Are you a new caregiver? Congratulations and welcome to the world of caregiving. However, we do have a bit of news for you: Caregiving doesn’t come with a manual. However, what’s good about it is that it encourages the caregiver to exercise their creativity and patience to be able to come up with ways on how they could improve their senior’s life without stressing themselves out in the process. One of the effective ways is by receiving the help of a pet.
Now you might be wondering about why we are suggesting this. Believe it or not, pets make better caregivers too because they come up with a lot of benefits aside from unconditional love and loyalty to their owners.

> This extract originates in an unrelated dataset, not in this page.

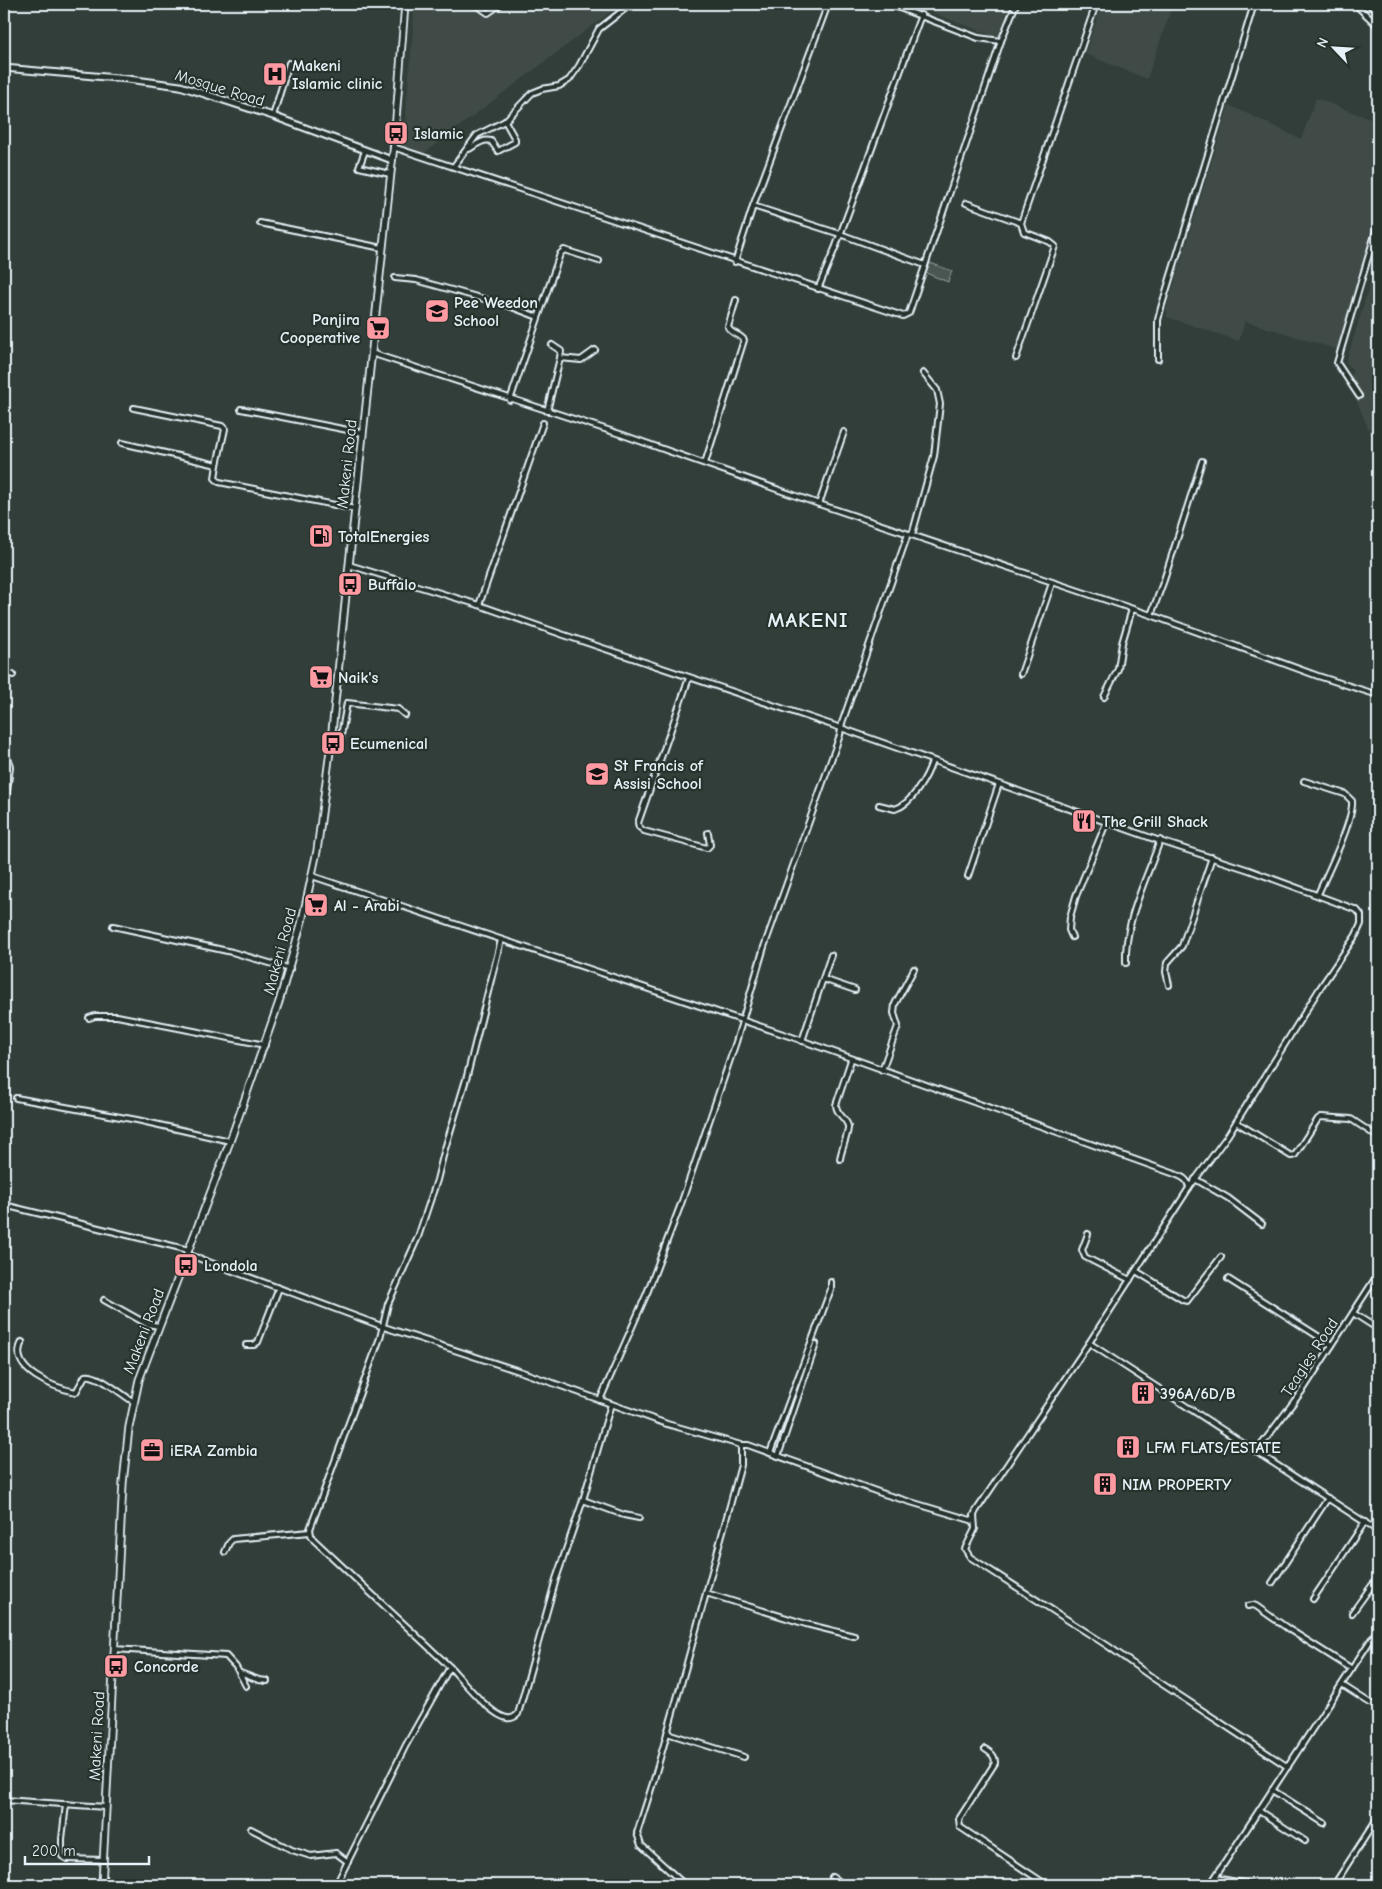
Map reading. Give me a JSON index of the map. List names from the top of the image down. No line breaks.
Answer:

One of the best known effects of having a pet is that pets can help alleviate depression and loneliness as they can offer unconditional companionship to their owners. This has also been used and proven to those suffering from mental illnesses such as depression. Another health benefit pets can offer is that they can help lower blood pressure. Since they help one calm down and be in a good disposition, this reduces incidences of bad mood or actions that could cause a rise in blood pressure. Plus, they never complain or makes any verbal backlash.

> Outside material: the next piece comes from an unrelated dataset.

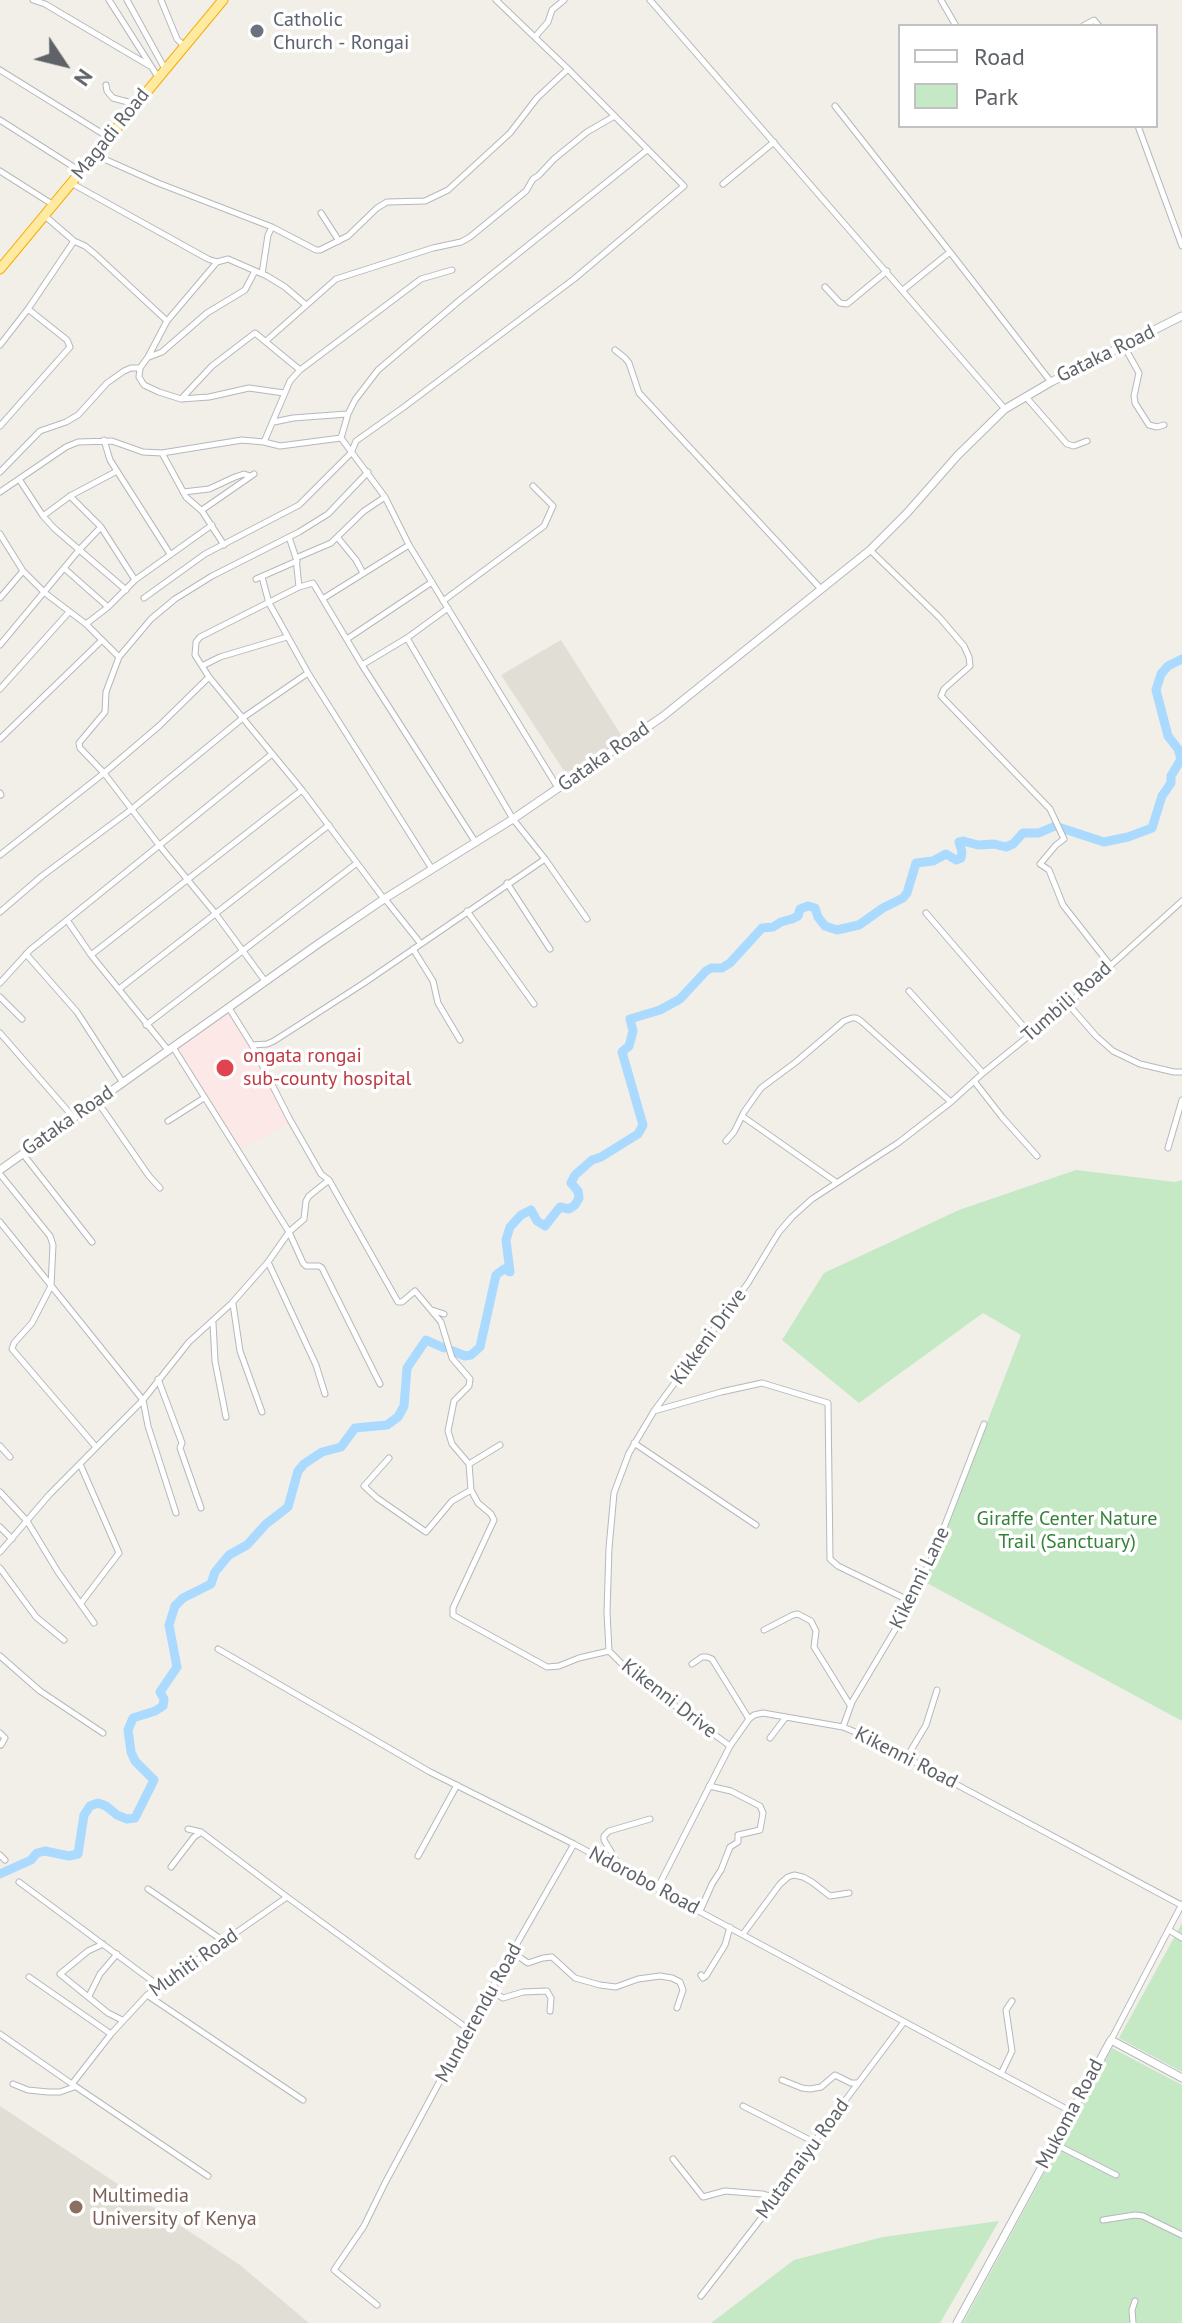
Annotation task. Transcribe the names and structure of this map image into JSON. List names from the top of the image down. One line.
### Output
{"streets":{"highway":["Magadi Road"],"street":["Gataka Road","Tumbili Road","Kikkeni Drive","Kikenni Lane","Kikenni Drive","Kikenni Road","Ndorobo Road","Muhiti Road","Munderendu Road","Mukoma Road","Mutamaiyu Road"]},"crossings":[["Tumbili Road","Kikkeni Drive"],["Kikkeni Drive","Kikenni Drive"],["Kikenni Lane","Kikenni Road"],["Kikenni Road","Mukoma Road"],["Ndorobo Road","Munderendu Road"],["Ndorobo Road","Mukoma Road"],["Ndorobo Road","Mutamaiyu Road"]],"parks":["Giraffe Center Nature Trail (Sanctuary)"],"places":["Catholic Church - Rongai","ongata rongai sub-county hospital","Multimedia University of Kenya"],"legend":["Road","Park"],"north":"bottom right"}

Another benefit pets can offer is exercise. Since caring for a pet like a dog or a cat requires some effort, this enables one to have light exercises such as bending, stretching and walking thanks to routine tasks like grooming, cleaning and taking them out for walks. What’s also good is that sometimes these are so minimal that you won’t even notice that it is already a form of exercise. Studies even suggest that the minimal exercise caused by the daily maintenance of pets help minimize the pain caused by arthritis.
In relation to that, since some pets require one to go out and take them for walks, owners are exposed to other owners therefore inciting social interaction with others. This allows your senior to meet new friends and strike a good conversation. How? Talking about pets make a good ice breaker. Pet owners often start conversations by asking about the other’s pet and before they know it they have made a friend and made arrangements for puppy dates and such.

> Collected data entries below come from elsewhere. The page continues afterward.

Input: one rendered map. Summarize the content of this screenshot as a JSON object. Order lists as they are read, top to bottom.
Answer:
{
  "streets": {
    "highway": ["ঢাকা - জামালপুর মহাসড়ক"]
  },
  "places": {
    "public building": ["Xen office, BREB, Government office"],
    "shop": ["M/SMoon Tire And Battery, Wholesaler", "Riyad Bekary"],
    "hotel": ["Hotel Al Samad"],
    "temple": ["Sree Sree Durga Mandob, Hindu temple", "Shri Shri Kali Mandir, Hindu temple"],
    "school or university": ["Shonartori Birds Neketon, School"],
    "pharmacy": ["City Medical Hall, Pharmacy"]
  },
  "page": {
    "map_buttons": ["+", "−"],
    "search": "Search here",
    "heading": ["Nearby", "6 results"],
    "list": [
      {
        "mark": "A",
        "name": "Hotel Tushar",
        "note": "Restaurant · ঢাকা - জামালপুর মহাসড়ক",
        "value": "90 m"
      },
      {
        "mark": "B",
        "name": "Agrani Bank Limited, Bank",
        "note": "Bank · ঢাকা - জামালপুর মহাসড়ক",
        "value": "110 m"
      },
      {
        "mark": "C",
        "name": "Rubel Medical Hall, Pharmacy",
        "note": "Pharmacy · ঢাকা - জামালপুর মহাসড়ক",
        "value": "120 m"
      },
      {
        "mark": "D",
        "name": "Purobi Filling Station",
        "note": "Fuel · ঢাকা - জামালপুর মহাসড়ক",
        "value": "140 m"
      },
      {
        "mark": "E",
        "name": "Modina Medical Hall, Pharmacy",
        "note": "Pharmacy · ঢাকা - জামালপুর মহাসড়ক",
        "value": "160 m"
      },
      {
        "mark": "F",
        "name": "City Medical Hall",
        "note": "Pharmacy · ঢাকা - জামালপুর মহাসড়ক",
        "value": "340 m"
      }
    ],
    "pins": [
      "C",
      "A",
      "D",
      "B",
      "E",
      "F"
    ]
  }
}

However, caregivers will also have to keep in mind a few things before heading off to the nearest shelter to adopt a dog or a cat.
That is why it is important that you know your senior well. Are they able to care for pets that are high maintenance or low maintenance?
Do they have allergic reactions to animal fur? Knowing small and almost negligible things such as this will help you decide on whether they could keep a pet or select what type of pet you could get them.
What’s also great about keeping pets for caregiving? It also benefits the caregiver in the same way. Don’t believe us? Try it out.